Belgium calls for European approach to hostages in Iran
Belgium is calling for a European approach to Iran and the European hostages it is holding in the wake of Operation Blackstone, in which Belgian NGO worker Olivier Vandecasteele and three other Europeans were exchanged for Iranian diplomat Assadolah Assadi.
This was the main message delivered by prime minister Alexander De Croo and Justice and Foreign Affairs ministers Vincent Van Quickenborne and Hadja Lahbib to parliament's foreign affairs and constitutional affairs committees on Monday. It was the first time they had appeared before parliament since the implementation of the second and final part of Operation Blackstone, which resulted in the release of two Austrians and a Dane from Iranian prisons.
"There has to be a European approach and we will continue to push for it"
Although the issue of European hostages in Iran, of which there are still 22, has been regularly raised at European meetings, it has never led to a joint initiative by the 27 member states. "There has to be a European approach and we will continue to push for it," said De Croo. "What we have done in the last few days shows that it works."

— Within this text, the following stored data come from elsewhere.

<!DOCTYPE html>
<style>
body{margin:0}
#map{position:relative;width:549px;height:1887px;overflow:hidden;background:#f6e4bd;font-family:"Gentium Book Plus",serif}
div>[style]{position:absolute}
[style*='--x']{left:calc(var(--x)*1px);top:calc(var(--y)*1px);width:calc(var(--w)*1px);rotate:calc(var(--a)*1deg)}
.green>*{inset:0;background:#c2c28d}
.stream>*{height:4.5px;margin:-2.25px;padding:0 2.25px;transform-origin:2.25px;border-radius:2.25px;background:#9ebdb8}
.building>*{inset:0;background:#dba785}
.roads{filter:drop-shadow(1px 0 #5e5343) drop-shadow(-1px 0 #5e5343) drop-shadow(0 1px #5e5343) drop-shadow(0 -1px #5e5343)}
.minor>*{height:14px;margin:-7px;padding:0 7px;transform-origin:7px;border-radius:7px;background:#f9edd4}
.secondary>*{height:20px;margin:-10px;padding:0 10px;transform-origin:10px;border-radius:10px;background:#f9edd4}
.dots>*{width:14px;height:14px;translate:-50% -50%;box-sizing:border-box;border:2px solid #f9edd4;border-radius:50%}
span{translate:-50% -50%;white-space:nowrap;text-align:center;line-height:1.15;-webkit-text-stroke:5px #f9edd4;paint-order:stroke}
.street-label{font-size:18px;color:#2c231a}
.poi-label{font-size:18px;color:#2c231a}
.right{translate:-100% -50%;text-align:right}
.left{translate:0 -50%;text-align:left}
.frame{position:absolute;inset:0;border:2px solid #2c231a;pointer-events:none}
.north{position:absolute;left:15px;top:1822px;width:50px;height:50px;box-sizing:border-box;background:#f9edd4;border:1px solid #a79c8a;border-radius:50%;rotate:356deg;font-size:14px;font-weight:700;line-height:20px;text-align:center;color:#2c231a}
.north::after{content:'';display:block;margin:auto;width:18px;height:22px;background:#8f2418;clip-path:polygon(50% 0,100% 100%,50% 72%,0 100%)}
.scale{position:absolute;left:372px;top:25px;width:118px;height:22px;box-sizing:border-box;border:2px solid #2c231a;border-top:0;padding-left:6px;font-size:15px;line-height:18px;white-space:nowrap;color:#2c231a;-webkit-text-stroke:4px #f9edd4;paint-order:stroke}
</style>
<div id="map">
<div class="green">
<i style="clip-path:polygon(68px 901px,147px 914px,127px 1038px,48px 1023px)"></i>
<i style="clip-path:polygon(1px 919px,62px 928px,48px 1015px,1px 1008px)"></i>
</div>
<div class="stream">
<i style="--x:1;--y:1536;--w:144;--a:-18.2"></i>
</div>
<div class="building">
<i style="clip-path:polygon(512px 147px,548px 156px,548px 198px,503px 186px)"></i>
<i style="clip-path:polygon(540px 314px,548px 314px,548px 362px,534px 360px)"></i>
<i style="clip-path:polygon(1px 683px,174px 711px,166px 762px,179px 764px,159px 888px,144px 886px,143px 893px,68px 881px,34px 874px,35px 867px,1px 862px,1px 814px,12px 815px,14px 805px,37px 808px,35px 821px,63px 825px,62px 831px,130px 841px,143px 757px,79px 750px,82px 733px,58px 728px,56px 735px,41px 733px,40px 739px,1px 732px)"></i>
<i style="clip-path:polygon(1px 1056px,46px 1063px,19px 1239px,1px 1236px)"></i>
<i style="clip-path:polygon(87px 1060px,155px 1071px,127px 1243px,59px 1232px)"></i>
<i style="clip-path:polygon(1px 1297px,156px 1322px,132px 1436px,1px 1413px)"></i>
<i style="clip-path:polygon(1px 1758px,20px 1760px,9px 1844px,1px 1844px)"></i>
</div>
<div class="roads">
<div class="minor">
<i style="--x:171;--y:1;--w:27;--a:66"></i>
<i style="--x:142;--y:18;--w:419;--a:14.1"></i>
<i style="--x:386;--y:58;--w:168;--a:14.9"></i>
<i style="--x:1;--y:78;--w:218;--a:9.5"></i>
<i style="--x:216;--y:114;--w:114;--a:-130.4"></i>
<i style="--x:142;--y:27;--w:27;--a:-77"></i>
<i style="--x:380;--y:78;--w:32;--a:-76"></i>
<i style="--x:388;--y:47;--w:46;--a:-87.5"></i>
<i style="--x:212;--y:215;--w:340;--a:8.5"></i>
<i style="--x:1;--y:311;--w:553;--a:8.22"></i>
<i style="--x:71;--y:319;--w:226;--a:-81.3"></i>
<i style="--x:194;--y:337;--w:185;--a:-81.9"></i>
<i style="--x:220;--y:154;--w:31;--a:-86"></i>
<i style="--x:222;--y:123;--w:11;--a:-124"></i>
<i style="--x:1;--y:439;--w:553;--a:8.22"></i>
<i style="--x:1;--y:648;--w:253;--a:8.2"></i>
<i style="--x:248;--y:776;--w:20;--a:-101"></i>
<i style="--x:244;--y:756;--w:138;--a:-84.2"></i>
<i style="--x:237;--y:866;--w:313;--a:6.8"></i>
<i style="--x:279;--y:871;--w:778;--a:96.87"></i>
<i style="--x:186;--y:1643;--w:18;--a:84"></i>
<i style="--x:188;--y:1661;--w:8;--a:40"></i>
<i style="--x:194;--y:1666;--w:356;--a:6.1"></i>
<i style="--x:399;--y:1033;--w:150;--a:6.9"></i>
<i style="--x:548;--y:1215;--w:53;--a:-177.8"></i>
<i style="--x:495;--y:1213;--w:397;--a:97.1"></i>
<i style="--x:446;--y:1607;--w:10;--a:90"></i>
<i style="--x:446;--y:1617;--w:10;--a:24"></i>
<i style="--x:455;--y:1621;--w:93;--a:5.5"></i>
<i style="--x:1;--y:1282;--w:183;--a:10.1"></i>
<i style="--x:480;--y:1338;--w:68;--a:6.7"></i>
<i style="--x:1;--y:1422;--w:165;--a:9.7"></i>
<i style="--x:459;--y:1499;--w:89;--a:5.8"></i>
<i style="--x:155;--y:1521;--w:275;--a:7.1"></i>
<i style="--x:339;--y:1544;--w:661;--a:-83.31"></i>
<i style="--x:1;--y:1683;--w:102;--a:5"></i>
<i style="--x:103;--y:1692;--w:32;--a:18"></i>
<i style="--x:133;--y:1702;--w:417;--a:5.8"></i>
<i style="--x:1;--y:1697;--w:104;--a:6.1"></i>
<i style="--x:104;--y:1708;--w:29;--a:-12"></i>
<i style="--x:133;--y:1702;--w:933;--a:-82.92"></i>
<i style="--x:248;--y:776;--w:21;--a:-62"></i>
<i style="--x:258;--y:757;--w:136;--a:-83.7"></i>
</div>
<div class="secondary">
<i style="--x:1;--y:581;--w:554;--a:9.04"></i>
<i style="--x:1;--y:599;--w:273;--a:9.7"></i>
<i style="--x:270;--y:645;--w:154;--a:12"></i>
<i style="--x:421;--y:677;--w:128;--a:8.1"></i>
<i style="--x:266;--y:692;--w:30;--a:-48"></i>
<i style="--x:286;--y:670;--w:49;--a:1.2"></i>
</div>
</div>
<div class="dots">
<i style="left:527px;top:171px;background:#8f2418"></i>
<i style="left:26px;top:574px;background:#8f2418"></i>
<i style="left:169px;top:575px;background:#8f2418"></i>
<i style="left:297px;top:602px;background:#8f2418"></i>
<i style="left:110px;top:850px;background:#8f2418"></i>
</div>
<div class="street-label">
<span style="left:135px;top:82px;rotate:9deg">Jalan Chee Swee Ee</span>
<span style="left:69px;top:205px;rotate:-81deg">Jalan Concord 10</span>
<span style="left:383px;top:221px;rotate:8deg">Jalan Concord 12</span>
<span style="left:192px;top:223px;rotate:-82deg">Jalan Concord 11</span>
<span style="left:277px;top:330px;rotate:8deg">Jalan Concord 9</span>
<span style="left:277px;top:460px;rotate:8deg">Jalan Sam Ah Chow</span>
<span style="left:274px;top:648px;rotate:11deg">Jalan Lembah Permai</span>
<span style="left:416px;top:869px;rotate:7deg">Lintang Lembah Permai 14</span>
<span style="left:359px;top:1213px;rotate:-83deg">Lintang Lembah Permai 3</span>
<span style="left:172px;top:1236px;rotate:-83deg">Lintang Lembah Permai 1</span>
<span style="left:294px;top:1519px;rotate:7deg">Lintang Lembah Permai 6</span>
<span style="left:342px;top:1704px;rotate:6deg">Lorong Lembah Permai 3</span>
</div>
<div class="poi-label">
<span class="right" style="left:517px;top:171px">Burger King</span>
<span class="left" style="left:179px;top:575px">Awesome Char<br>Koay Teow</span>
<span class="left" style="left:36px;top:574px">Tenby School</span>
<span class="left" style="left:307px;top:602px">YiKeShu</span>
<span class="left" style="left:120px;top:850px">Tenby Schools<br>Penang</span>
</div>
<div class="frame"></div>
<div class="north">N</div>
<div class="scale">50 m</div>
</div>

The road to releasing the four Europeans was not without controversy. Belgium signed a prisoner transfer agreement with Iran to negotiate an exchange for Assadolah Assadi, the Iranian diplomat sentenced to 20 years in prison in Belgium for plotting a terrorist attack. However, the text was the subject of controversy and was ultimately not implemented. Its implementation would take too long, given that two European citizens with dual nationality had recently been executed and a third had been sentenced to death. The text could not be applied to the other three European citizens.
Eventually, the government resorted to the constitutional article that entrusts the executive with the management of foreign relations. "An opportunity arose in mid-May and we seized it," said Lahbib.